Bioenergetika és fotobiofizika

E37

Experimental Study of the Functions of Zebra Stripes: A New Thermophysiological Explanation

Gábor Horváth

Department of Biological Physics, Physical and Astronomical Institute, Faculty of Natural Sciences, Eötvös Loránd University, H-1117 Budapest, Pázmány sétány 1, gh@arago.elte.hu

With a thermodynamic field experiment we refuted the wide-spread hypothesis of the cooling effect of zebra stripes. Using Schlieren optics in laboratory, we showed that convective air eddies do not form above sunlit zebra stripes that could cool the zebra’s body. In field experiments we demonstrated that female horseflies prefer to suck blood on sunlit dark (warm) and shiny (strongly polarizing) host animals. In field experiments we showed that the escape success of horseflies decreases with decreasing target temperature, that is escape success is driven by temperature.
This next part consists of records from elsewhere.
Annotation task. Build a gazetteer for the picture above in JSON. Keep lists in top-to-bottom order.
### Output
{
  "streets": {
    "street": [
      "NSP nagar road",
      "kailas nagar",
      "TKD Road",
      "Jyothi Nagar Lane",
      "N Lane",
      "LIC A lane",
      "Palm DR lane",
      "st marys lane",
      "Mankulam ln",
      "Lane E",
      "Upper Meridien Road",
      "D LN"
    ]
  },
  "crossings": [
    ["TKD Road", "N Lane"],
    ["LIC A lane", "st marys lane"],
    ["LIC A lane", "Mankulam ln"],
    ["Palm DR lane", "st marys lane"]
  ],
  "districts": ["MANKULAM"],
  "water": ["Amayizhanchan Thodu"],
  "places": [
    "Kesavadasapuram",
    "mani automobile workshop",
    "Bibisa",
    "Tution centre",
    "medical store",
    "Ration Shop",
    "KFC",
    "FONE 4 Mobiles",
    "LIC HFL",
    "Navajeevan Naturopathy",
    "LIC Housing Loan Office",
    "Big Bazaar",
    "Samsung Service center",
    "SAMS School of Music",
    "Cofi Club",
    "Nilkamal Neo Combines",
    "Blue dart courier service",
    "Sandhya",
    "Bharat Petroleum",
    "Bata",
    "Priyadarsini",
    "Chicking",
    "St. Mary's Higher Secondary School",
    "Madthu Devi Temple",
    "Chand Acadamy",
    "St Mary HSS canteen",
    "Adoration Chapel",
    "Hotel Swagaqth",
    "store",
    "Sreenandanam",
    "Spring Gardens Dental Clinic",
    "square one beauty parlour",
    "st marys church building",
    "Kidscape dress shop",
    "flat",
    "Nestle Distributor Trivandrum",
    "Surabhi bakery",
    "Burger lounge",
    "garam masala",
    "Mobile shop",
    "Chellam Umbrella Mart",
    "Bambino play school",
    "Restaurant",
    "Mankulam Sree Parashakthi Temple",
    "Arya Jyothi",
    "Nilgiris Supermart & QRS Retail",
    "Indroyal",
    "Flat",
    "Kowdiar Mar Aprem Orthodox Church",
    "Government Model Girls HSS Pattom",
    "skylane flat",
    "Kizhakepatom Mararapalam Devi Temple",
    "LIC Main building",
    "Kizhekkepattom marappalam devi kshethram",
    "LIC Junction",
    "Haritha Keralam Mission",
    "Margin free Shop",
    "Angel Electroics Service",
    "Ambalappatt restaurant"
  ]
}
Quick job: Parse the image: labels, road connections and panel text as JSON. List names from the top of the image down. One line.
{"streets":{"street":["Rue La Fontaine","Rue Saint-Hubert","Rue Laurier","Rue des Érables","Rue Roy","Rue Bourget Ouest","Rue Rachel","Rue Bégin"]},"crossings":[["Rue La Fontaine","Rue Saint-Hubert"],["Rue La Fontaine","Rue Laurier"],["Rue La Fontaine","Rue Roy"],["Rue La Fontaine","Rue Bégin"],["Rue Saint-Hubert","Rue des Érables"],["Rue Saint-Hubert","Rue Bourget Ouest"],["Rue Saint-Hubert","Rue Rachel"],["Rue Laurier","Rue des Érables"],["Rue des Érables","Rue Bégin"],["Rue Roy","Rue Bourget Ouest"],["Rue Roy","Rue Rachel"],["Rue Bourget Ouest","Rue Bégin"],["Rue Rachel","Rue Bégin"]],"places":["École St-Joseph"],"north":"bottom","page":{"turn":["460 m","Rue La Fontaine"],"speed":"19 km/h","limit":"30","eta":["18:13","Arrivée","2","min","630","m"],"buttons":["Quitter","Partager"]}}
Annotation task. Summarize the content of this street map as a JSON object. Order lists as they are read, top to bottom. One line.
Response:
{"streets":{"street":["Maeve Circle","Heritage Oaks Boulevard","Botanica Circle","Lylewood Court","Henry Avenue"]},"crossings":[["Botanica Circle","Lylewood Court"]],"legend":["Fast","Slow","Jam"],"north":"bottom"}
This explains the behaviour of biting horseflies that they prefer warmer hosts against colder ones. Our results also explain why horseflies prefer sunlit dark hosts against bright ones, and why these parasites attack their hosts usually in sunshine, rather than under shaded conditions. In field experiments we corroborated our new hypothesis explaining why biting horseflies avoid host animals with striped pelages: Since the temperature gradients at the borderlines of sunlit white and black stripes can hamper the thermal vessel detection by blood-seeking female horseflies, striped host animals are unattractive to these parasites which prefer hosts with homogeneous coat, on which the temperature gradients above blood vessels can be detected more easily. This 5-year research project was supported by the grant NKFIH K-123930 received from the National Research, Development and Innovation Office.